Particularly engaging or more ho-hum?

I believe we could open a number of different math textbooks (remember those, the things with example problems and explanations in them) and hand the word problems in them to individual students or small groups to solve, with a much better outcome on both procedural fluency and conceptual representation than MVP.

Because even if there is no longer direct teaching, there will at least be clear written explanations and worked examples and answers in the back of the book for every other problem, all very standard basic things that are lost in the MVP curriculum, in exchange for (this claim of) Engaging Real-Life Scenario Problem Solving. And now presenting...
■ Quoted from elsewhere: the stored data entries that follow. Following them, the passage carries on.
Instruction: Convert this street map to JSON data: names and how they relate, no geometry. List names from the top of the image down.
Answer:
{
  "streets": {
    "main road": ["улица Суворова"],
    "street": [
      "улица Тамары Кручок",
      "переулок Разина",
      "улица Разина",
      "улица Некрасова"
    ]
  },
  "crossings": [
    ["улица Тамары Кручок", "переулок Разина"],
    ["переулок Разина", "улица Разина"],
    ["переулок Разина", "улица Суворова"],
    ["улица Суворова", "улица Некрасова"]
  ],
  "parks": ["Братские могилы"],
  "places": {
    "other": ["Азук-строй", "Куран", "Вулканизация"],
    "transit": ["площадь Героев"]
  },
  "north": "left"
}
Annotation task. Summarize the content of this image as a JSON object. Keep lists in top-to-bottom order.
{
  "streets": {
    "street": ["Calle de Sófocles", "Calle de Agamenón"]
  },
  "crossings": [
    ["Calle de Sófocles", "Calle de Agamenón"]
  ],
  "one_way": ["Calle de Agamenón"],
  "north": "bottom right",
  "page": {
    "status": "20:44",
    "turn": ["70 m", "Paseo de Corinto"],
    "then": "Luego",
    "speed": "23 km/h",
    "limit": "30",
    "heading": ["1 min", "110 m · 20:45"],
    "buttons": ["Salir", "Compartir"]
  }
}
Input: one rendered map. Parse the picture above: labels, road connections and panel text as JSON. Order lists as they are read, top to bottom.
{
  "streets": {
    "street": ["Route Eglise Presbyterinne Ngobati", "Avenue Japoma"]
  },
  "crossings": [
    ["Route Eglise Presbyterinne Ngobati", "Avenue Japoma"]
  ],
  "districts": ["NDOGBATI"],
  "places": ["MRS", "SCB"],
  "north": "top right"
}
25 MVP “Real-World Scenarios”, paraphrased for space/time reasons:

  1. Scott is doing pushups to get in shape and every single day he does exactly 2 more than the day before.
  2. A chain email is sent to 8 people and each of those 8 people sends it to exactly 10 others.
  3. A candy machine gives out 7 candies per quarter; it holds 15 pounds; each pound is 180 candies.
  4. Augustus is a child who won’t do his homework so his parents give him 10 candies the first day he does it, 20 on the second day, 30 on the third day, and so on.
  5. Scott takes up running and runs 1 mile the first week, with plans to double the amount he runs every week.
  6. Vanessa has $60 to spend on rides at the state fair, and each ride costs $4.
  7. My little sister has a piggy bank that starts with 5 pennies, and exactly 3 pennies are added every day.
  8. There are 5 gallons of water in a pool and it fills at a rate of exactly 2 gallons every minute
  9. In the Library of Congress, books are larger than average, so each box holds on average 6 books. How many books are in 6, 10, or n boxes?
  10. The population of a town is decreasing exactly 1.5% every year.
  11. Joe sells vacuums and makes $500 each month plus $20 commission for each vacuum he sells.
  12. A parking garage charges $3 for the first two hours and $2 for each hour after that.
  13. Chandler rides her bike about 12 miles per hour. How many miles will Chandler travel in 30 minutes?
  14. Travis and his friends have seen their teacher creating two-column proofs, so they decide to do the same.
  15. Tehani is studying a quadrilateral and wonders if she can prove that two particular triangles in it are congruent.
  16. Tehani and Tia are playing a guessing game where one person describes some features of a quadrilateral, and the other person guesses whether it is a square, rectangle, or rhombus.
  17. Mason explains to Mia why he thinks conjecture 1 is true using the diagram below.
  18. Malik’s family is redoing their back yard and draws a map of their plans onto a cartesian graph.
  19. Zac is designing a gazebo and starts by inscribing a hexagon into a circle. At a later point, Zac decides to inscribe an octagon instead.
  20. An 8 inch round pie is divided into 5 equal slices, a 9 inch round pie into 6 equal slices, and 2 rectangular pies divided into 2-by-4 inch and 3-by-3.25 inch rectangular pieces. Which piece of pie is the largest and which is the smallest and how do you know?
  21. Madison is designing a garden with concentric circles and paths that look like spikes, per the design below.
  22. Benji, Chau, and Kassandra are building three sand castles, each one twice as big as the previous one.
  23. Benji, Chau, and Kassandra are using a triangular prism base in their sand castles and want to calculate the volume of them.
  24. Carlos, Carlita, and Zac are playing a geometry game where they each try to form the largest triangle by connecting points A and B to a point of their choosing on segment MN, called point C. and last but not least,
  25. A zombie invasion is wiping out the population. The number of people are diminishing fast. Each day that goes by 48% of the living population is lost.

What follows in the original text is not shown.